Below are records; count the lines that contain "weight" and give only the total.

Available data START

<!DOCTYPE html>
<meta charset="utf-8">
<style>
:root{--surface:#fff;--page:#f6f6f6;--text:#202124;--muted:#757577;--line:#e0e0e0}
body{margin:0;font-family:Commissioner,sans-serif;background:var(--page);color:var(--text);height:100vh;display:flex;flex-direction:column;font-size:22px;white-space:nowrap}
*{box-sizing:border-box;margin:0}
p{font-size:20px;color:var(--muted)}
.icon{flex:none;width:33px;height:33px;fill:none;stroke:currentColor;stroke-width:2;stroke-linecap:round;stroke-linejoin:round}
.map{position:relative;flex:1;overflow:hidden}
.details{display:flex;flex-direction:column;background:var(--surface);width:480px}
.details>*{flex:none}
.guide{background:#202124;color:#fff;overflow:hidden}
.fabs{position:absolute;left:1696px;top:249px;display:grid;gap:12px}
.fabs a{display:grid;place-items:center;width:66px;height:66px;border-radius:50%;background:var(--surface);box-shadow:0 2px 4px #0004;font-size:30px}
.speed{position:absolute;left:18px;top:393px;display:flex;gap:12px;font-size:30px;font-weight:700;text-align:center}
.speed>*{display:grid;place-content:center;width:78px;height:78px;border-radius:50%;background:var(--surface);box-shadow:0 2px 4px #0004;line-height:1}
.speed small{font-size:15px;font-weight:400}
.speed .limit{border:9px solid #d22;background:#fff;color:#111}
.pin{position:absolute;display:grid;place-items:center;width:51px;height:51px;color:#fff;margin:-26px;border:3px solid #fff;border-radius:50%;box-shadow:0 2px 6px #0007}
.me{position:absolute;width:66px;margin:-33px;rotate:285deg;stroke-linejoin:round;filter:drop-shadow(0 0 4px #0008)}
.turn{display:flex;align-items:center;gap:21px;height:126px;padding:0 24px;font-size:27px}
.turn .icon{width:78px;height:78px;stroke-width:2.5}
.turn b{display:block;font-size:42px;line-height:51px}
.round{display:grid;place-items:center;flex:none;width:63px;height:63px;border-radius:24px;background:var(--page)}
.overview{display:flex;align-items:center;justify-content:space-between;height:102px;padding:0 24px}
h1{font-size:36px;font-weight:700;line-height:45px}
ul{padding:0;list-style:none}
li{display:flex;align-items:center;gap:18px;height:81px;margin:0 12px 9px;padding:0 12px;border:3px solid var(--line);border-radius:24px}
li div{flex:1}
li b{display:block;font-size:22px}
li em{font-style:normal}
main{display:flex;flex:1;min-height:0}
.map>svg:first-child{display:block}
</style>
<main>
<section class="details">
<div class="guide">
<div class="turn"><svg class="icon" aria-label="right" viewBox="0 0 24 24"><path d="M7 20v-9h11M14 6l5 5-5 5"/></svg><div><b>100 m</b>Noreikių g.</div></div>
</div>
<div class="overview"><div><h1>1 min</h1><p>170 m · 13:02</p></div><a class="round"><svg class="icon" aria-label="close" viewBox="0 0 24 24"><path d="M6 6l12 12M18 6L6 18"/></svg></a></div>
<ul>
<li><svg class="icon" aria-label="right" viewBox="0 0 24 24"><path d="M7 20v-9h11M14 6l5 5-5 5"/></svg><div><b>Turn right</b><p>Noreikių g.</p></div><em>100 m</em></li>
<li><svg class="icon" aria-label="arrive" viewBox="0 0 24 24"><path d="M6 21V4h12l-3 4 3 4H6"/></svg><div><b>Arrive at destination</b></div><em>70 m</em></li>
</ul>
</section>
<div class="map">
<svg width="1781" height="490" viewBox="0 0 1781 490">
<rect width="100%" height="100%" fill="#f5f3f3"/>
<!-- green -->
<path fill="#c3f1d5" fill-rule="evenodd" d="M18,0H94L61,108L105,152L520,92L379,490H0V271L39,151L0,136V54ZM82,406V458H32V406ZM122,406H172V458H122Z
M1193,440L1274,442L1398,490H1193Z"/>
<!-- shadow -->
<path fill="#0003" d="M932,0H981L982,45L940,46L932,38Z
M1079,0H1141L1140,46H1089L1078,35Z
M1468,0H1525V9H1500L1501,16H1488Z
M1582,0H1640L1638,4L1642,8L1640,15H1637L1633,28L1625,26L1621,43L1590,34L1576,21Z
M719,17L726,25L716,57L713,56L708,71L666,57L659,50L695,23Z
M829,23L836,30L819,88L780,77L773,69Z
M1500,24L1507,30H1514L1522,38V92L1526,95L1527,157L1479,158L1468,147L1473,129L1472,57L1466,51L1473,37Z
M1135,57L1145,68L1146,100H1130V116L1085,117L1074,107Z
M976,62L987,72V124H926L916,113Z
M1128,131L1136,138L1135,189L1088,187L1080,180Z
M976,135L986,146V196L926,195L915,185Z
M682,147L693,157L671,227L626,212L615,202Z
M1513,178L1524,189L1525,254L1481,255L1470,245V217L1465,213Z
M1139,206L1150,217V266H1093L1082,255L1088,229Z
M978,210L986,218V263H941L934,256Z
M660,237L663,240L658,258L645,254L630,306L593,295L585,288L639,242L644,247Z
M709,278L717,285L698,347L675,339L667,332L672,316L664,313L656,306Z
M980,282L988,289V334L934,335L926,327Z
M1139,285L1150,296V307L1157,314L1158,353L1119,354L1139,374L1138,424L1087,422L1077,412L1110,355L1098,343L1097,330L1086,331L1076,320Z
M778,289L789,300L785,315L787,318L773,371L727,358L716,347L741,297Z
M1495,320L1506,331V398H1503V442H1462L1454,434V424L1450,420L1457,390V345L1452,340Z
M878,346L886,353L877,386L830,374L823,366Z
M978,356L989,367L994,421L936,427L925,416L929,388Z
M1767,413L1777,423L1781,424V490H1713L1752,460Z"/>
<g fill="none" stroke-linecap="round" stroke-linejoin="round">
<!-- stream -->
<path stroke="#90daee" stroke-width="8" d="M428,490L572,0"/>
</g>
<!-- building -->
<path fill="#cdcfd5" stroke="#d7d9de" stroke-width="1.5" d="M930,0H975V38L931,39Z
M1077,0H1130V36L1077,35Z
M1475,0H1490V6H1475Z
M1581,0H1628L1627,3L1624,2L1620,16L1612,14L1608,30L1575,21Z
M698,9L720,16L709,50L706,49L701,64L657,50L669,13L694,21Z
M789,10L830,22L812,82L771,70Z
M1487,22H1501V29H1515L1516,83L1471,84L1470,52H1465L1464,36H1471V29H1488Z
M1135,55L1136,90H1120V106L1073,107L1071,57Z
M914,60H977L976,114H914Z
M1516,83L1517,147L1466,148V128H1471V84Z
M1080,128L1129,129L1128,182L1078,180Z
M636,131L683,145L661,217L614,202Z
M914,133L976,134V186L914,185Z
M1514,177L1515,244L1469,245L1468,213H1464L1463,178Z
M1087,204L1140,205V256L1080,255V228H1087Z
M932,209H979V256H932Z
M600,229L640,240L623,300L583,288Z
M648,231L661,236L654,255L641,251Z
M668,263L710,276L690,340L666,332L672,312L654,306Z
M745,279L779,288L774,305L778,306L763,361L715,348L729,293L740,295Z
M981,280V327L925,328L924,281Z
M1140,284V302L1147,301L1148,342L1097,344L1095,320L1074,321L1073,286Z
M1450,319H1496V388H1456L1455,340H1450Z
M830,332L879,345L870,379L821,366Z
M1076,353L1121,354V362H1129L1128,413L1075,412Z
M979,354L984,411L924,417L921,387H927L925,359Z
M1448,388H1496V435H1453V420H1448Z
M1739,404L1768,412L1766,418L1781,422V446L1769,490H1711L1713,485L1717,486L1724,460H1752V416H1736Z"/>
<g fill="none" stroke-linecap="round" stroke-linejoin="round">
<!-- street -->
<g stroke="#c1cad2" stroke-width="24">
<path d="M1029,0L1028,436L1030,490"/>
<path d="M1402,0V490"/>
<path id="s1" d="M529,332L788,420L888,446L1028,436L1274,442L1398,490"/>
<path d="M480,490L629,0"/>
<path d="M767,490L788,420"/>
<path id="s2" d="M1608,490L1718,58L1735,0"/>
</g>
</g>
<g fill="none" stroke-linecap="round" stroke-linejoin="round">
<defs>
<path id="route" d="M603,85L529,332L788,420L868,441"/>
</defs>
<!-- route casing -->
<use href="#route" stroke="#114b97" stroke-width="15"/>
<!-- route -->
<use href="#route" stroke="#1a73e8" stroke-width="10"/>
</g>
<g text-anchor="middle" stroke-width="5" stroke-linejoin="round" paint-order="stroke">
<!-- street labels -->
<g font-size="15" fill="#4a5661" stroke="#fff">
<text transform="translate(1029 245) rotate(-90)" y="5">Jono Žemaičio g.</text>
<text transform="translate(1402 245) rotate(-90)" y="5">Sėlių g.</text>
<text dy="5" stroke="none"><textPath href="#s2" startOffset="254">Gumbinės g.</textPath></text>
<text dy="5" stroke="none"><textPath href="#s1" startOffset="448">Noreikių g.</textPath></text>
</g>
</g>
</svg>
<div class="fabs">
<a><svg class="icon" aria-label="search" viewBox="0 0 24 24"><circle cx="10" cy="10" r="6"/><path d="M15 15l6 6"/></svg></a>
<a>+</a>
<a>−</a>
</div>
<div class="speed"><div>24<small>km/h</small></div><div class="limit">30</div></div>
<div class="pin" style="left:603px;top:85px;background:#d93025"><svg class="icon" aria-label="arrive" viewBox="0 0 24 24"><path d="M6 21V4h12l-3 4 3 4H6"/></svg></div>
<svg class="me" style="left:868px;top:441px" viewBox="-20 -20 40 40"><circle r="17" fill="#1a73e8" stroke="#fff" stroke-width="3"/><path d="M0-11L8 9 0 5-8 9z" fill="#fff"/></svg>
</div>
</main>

Available data END

# [Output for this task]
3